He was amused and tolerant about the
dictionary. He seemed to think girls need not trouble to understand what
they read. He was particularly superior about "little girls trying to
take strong meat when they were at the milk-for-babes stage of
development."
"But you know, Louis," she said, looking up from her pamphlet with a
perplexed frown, "He seems to think that if a man wants a cup of tea and
a piece of bread and butter, it's sex!"
"Well, so it is," said Louis calmly, puffing at his cigarette and
watching her through the smoke. "Every hunger on earth is sex, right at
bottom--every desire is generated by the sex force; drinking, love of
parents and children, love of God, the artist's desire for beauty and to
create beauty--just sex, old lady!"
He laughed at her horrified face.
"And you're such a bally little Puritan you think that's terrible, don't
you?"
She nodded, flushing.
"You aren't a Puritan, really, Marcella," he said, watching her face.
"It's your upbringing has made you a Puritan."
"Louis," she burst out, "I'd rather be a Puritan, I think--and be all
dead and dried up like Aunt Janet, than--than--what you call bowled
over.

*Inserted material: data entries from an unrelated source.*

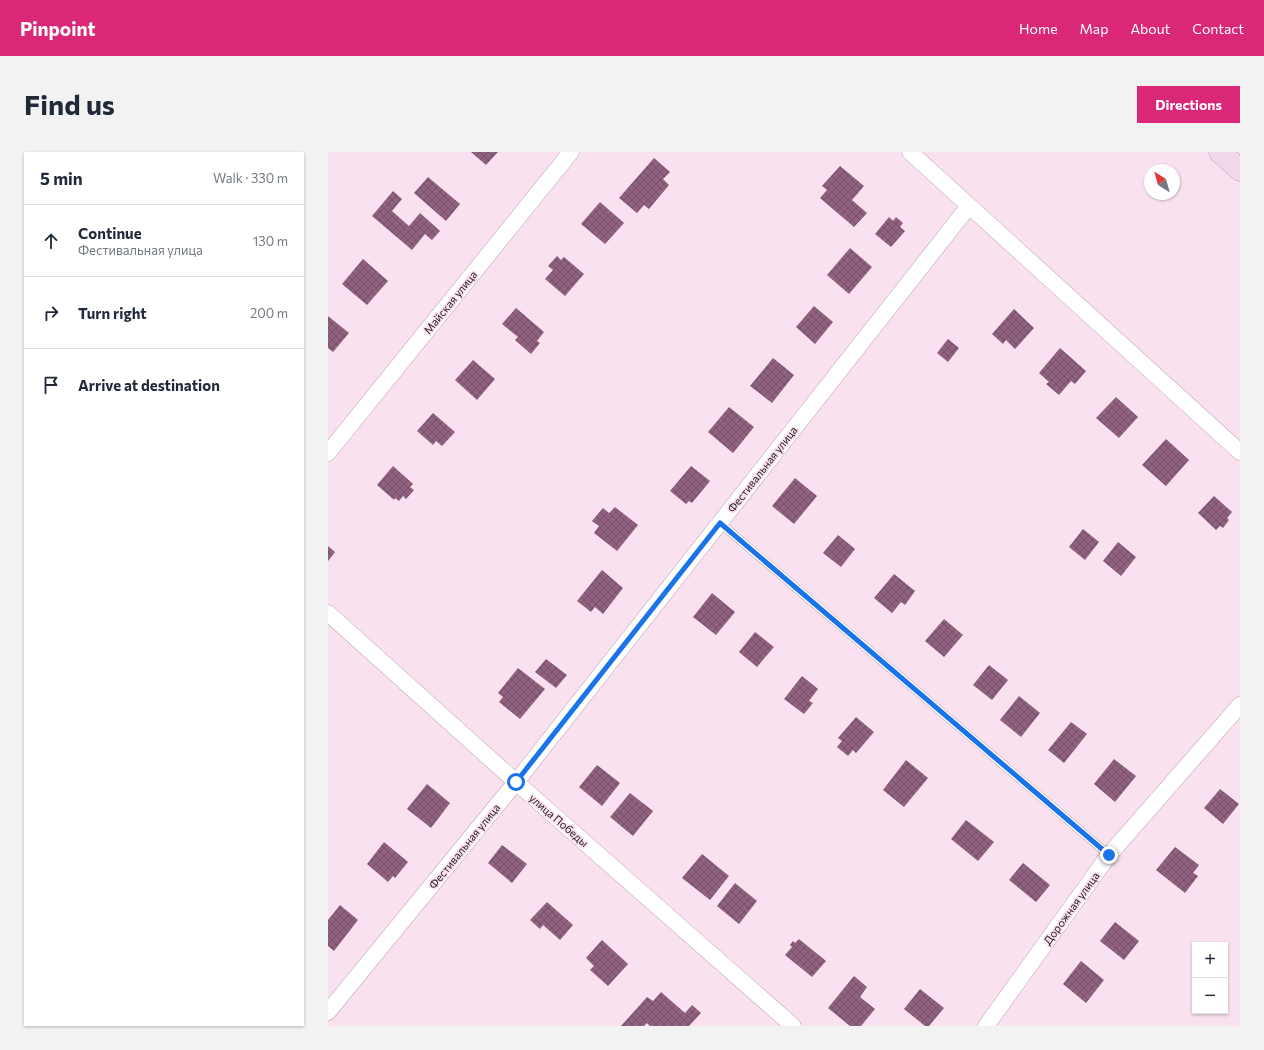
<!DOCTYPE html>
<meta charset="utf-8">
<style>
:root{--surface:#fff;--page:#f2f2f3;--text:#1f2937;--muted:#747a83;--line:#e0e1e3;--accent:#db2777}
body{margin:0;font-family:Commissioner,sans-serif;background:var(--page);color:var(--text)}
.controls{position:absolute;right:12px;bottom:12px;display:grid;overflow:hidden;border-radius:0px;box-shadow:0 1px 3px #0004}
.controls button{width:36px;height:36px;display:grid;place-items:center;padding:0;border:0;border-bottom:1px solid var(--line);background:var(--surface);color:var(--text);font:20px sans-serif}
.compass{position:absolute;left:816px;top:12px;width:36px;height:36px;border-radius:50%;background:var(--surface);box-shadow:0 1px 3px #0004;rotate:323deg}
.stop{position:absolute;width:12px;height:12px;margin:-9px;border:3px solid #1a73e8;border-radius:50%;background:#fff}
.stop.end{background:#1a73e8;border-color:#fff;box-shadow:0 1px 4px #0008}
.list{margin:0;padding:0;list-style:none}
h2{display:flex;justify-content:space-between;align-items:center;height:52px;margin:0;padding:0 16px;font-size:17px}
h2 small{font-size:13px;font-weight:400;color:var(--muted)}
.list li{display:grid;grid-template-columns:26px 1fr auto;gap:12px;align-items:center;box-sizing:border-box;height:72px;padding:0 16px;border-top:1px solid var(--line)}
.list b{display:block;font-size:15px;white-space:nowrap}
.list p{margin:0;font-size:13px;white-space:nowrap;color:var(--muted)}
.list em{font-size:13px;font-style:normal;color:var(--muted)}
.icon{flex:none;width:22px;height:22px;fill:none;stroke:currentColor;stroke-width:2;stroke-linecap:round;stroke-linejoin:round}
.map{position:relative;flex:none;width:912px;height:874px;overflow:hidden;border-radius:0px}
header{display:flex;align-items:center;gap:24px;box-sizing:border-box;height:56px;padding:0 20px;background:var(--accent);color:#fff}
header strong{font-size:19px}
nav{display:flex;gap:22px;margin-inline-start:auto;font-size:14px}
.intro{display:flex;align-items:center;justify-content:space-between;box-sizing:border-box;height:96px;padding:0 24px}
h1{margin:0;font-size:28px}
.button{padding:10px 18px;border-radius:0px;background:var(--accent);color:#fff;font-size:14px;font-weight:700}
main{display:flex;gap:24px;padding:0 24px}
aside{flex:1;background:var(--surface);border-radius:0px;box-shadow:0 1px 3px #0004}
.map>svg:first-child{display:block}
</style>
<header>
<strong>Pinpoint</strong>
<nav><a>Home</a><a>Map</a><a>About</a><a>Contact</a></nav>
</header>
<div class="intro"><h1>Find us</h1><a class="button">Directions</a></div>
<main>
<aside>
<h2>5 min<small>Walk · 330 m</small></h2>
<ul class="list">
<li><svg class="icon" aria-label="ahead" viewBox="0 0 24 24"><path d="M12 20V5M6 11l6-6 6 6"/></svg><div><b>Continue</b><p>Фестивальная улица</p></div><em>130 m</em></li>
<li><svg class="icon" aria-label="right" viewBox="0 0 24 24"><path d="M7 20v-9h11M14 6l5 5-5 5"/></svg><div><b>Turn right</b></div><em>200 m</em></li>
<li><svg class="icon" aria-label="arrive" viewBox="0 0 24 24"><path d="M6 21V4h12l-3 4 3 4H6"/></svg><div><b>Arrive at destination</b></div></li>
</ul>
</aside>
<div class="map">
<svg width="912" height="874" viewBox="0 0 912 874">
<defs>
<pattern id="building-cross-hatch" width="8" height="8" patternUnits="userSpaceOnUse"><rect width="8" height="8" fill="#906280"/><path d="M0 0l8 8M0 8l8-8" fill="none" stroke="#755068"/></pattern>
</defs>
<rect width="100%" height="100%" fill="#f9e1ef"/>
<path fill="url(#building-cross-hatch)" d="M143,0H170L158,13Z
M326,6L342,20L335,27L341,33L321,57L316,53L309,61L291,46Z
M512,14L536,34L524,48L539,61L526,75L492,46L499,38L494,34Z
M100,25L132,52L118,69L86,41Z
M65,39L74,47L64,59L81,74L92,61L112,79L104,88L97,82L84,98L44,64Z
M272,50L296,71L277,92L253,72Z
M561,65L565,69L568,65L575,71L572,75L577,79L563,95L547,82Z
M522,96L544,115L521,142L499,123Z
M229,104L233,108L236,105L256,122L237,144L217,127L225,118L220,114Z
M35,107L60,129L39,153L14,132Z
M486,154L505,170L487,192L468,175Z
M188,156L216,180L209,189L212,191L203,202L187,188L190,185L174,172Z
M686,157L706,176L687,197L678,188L675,192L664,182Z
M0,164L21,181L5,200L0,196Z
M620,187L631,196L620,210L609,201Z
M732,196L758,219L747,232L743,229L731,243L718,232L721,230L711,221Z
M445,206L466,223L444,251L422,234Z
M145,208L167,227L149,248L127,228Z
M788,245L810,265L791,286L768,266Z
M401,255L426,275L405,301L380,280Z
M105,261L127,280L114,294L108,289L105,293L89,279Z
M838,287L861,308L838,334L814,313Z
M65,314L85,332L82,335L86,338L78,347L75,344L71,349L67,346L66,348L49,333Z
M363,314L382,329L364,351L361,349L358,352L342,339Z
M467,326L489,344L466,372L444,354Z
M886,344L904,360L899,366L901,368L895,376L892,374L888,378L870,361Z
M287,355L310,373L289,399L266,381L271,374L264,369L275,356L281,361Z
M755,377L771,390L757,408L741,395Z
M510,383L527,397L513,415L495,401Z
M790,390L808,405L793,424L775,409Z
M0,394L7,400L0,409Z
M274,418L295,436L275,462L267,455L263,460L249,449Z
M566,422L587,439L577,453L573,450L564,461L546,446Z
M384,441L407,460L388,483L365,465Z
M616,467L635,483L616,505L597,489Z
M427,480L446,495L429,515L411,500Z
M218,507L239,523L228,536L207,520Z
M661,513L680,528L664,548L645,533Z
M190,516L217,537L192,567L171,550L175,545L170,541Z
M474,524L490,537L481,549L485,551L476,562L456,547Z
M691,544L712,561L693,585L672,568Z
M528,565L546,580L528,601L525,598L520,604L509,595L514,589L510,586Z
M743,570L759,582L736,611L720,598Z
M786,607L808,624L787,650L766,632Z
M578,608L600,626L576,655L555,638Z
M269,613L292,631L274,654L251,635Z
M99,632L122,651L103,676L79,657Z
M892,637L911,652L895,672L876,656Z
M302,641L325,659L305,684L282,665Z
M638,668L666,690L650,709L623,687Z
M56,690L80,710L67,726L65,724L60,730L39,712Z
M174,693L199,712L184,731L160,711Z
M847,695L871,713L865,721L870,724L857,741L828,718Z
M374,702L401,724L382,748L354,726Z
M695,711L722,733L708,750L681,728Z
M407,731L429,749L411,772L389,754Z
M219,750L245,773L232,788L215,773L212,777L202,768Z
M12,753L30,768L6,799L0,794V768Z
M787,770L811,789L796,808L772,789Z
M471,787L498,809L484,825L457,803L464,795L462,793L465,789L467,791Z
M274,788L300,812L280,834L262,818L266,814L258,806Z
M753,809L776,828L758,851L735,832Z
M526,824L539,835L532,845L547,857L533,874H522L500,856Z
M592,837L616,856L601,874H597L576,857Z
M333,840L357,861L364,853L373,861L361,874H322L319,871L316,874H293L319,845L325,849Z"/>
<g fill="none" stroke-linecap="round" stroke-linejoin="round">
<defs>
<path id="lane" d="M392,371L781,703"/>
<path id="street" d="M582,0L912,300
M0,301L243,0
M0,461L188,630L465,874
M0,860L188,630L641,54
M658,874L781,703L912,553"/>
<path id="secondary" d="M892,0L912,18"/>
</defs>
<use href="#lane" stroke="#bba4b2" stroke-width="9"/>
<use href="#street" stroke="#bba4b2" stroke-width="17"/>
<use href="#secondary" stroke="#bba4b2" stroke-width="23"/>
<use href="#lane" stroke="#fff" stroke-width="8"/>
<use href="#street" stroke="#fff" stroke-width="16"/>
<use href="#secondary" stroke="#f2d6e9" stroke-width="22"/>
</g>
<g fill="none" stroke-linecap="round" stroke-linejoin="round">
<path stroke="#1a73e8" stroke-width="5" d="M188,630L392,371L781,703"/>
</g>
<g text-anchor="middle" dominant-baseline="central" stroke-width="3.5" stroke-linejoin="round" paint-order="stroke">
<g font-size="11" fill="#221a1f" stroke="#f9e1ef">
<text transform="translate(122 150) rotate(-51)">Майская улица</text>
<text transform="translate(434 317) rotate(-52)">Фестивальная улица</text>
<text transform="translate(231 668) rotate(41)">улица Победы</text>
<text transform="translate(136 694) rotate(-51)">Фестивальная улица</text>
<text transform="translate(743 756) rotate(-54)">Дорожная улица</text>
</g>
</g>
</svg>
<div class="controls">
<button>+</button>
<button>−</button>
</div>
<svg class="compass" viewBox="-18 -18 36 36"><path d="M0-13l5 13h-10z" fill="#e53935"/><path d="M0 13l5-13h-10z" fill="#747a83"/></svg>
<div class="stop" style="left:188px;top:630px"></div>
<div class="stop end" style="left:781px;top:703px"></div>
</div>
</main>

I'd loathe that anything should have me; put me in chains; make me
do things! Louis--" her voice dropped to a meek whisper, "it isn't
that--that--beastly sort of thing makes me love you, is it? Makes me
love to buy flowers and books for you, and make food for you, and be
near you? Louis--just because you're a man and I'm a girl?"
"Of course it is, you little silly," he said complacently.